Could you filter the records below and return each line that holds "screenshot"?

Items from a data source:
****

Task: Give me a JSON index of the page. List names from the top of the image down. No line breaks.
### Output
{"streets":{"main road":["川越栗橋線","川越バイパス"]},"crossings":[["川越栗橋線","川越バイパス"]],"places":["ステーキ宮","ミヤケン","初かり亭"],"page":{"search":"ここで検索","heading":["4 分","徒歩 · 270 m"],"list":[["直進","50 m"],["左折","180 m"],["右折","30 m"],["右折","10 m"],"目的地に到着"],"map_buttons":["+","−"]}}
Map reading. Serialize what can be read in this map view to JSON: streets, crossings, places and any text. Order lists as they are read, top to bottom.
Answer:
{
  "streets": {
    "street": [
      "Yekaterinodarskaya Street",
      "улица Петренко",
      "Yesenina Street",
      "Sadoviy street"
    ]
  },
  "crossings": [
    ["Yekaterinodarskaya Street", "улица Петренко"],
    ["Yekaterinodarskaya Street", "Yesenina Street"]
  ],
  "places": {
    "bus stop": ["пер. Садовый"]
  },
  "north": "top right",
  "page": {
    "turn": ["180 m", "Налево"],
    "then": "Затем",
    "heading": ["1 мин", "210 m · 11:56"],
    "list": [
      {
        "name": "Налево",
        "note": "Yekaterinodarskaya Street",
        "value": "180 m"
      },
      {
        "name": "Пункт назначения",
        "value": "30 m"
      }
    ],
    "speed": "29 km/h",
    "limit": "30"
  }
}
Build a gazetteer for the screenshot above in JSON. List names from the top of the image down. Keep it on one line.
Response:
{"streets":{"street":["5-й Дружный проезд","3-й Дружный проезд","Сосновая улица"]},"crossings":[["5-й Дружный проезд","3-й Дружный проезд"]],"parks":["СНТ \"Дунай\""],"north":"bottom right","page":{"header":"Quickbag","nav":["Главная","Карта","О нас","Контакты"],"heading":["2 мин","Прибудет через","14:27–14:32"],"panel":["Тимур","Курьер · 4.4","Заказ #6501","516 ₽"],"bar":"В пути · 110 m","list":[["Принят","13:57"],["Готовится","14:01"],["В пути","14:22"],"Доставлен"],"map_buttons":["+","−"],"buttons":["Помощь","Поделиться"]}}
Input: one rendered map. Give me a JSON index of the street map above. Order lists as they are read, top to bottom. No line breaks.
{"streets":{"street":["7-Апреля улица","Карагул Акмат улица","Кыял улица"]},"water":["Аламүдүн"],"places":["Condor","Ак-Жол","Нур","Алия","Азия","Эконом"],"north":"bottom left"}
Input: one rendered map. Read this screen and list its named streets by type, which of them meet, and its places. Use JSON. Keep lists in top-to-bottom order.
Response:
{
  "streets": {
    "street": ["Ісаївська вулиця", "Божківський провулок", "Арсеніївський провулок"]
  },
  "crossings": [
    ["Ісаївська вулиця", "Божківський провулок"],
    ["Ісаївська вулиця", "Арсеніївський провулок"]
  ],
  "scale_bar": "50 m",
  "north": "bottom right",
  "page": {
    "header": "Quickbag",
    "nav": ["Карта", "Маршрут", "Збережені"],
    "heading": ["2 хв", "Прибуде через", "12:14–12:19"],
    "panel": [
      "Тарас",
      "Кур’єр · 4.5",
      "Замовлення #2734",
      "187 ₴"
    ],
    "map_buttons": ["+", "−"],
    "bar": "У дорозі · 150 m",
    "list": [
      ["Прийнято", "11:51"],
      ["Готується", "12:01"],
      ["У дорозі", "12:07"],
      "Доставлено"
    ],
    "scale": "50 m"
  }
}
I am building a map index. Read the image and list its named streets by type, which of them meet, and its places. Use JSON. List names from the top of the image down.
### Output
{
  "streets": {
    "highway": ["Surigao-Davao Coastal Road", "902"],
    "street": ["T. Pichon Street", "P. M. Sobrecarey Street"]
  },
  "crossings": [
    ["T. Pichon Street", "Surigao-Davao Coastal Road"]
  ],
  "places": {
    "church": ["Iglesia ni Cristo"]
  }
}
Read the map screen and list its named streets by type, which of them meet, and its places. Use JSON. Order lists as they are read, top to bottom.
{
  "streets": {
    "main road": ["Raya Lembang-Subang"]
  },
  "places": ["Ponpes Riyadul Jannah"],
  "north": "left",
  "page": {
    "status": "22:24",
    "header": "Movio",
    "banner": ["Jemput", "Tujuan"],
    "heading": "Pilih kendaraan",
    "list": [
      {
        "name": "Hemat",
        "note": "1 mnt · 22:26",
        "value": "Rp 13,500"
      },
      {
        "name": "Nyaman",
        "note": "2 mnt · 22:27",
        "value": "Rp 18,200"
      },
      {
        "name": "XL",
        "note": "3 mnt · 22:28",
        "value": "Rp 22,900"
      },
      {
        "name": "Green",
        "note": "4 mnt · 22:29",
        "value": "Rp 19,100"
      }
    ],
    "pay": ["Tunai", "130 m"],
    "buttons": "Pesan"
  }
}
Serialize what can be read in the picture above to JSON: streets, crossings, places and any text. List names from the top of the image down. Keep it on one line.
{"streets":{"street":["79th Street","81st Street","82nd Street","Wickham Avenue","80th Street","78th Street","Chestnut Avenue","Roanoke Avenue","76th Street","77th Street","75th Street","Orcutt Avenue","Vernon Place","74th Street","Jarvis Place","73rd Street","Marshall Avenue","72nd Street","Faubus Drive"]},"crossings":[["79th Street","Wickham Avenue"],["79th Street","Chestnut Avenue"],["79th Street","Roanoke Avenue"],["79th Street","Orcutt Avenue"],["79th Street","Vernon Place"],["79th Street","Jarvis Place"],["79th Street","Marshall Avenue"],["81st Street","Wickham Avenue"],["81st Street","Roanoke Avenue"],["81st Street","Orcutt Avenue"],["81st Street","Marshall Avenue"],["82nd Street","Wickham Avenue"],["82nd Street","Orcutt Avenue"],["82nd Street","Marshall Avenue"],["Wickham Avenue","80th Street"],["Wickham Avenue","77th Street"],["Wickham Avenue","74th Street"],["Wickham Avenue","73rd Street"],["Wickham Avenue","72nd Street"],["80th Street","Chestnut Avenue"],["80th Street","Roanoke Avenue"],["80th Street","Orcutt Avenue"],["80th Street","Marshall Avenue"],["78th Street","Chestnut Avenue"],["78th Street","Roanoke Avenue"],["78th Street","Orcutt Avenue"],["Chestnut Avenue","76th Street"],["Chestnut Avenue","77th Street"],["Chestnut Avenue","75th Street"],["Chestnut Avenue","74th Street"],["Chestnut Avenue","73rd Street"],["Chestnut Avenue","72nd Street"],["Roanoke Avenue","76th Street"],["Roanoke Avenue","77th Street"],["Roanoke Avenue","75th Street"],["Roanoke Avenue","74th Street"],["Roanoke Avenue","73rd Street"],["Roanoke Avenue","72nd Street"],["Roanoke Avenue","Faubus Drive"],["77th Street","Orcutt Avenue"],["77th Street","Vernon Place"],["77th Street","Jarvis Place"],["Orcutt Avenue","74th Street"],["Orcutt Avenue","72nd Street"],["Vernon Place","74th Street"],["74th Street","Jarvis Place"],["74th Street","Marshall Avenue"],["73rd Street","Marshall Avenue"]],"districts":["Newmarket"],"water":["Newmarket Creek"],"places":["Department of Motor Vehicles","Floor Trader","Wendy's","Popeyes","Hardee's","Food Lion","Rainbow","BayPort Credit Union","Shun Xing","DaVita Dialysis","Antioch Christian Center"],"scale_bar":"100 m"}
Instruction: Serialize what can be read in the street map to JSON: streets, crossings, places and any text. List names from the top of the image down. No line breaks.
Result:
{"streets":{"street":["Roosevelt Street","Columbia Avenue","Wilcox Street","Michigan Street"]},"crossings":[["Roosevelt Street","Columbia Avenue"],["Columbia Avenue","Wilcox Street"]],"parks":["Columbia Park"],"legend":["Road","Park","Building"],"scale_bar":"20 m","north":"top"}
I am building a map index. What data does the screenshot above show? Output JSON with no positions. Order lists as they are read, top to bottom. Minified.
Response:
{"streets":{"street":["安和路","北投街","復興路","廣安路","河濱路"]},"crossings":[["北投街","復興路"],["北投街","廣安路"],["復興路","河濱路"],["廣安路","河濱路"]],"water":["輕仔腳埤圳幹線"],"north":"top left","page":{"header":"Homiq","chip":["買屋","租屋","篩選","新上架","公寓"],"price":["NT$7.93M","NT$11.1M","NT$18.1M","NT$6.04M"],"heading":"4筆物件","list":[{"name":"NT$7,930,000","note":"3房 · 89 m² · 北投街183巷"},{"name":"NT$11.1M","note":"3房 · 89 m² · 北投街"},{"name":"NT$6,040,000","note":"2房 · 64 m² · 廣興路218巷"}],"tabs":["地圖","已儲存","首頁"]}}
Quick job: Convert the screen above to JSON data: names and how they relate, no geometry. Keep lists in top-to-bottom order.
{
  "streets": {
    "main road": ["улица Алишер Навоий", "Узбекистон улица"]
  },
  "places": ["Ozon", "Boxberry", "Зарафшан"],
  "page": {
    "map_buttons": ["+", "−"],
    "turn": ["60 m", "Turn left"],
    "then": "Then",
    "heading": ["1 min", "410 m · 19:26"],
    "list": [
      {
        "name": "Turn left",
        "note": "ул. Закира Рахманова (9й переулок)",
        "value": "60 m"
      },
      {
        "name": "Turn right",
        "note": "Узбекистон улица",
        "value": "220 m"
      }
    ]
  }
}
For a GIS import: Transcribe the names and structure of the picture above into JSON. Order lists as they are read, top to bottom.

****

* OUTPUT FOR THIS EXERCISE
Build a gazetteer for the screenshot above in JSON. List names from the top of the image down. Keep it on one line.
I am building a map index. What data does the screenshot above show? Output JSON with no positions. Order lists as they are read, top to bottom. Minified.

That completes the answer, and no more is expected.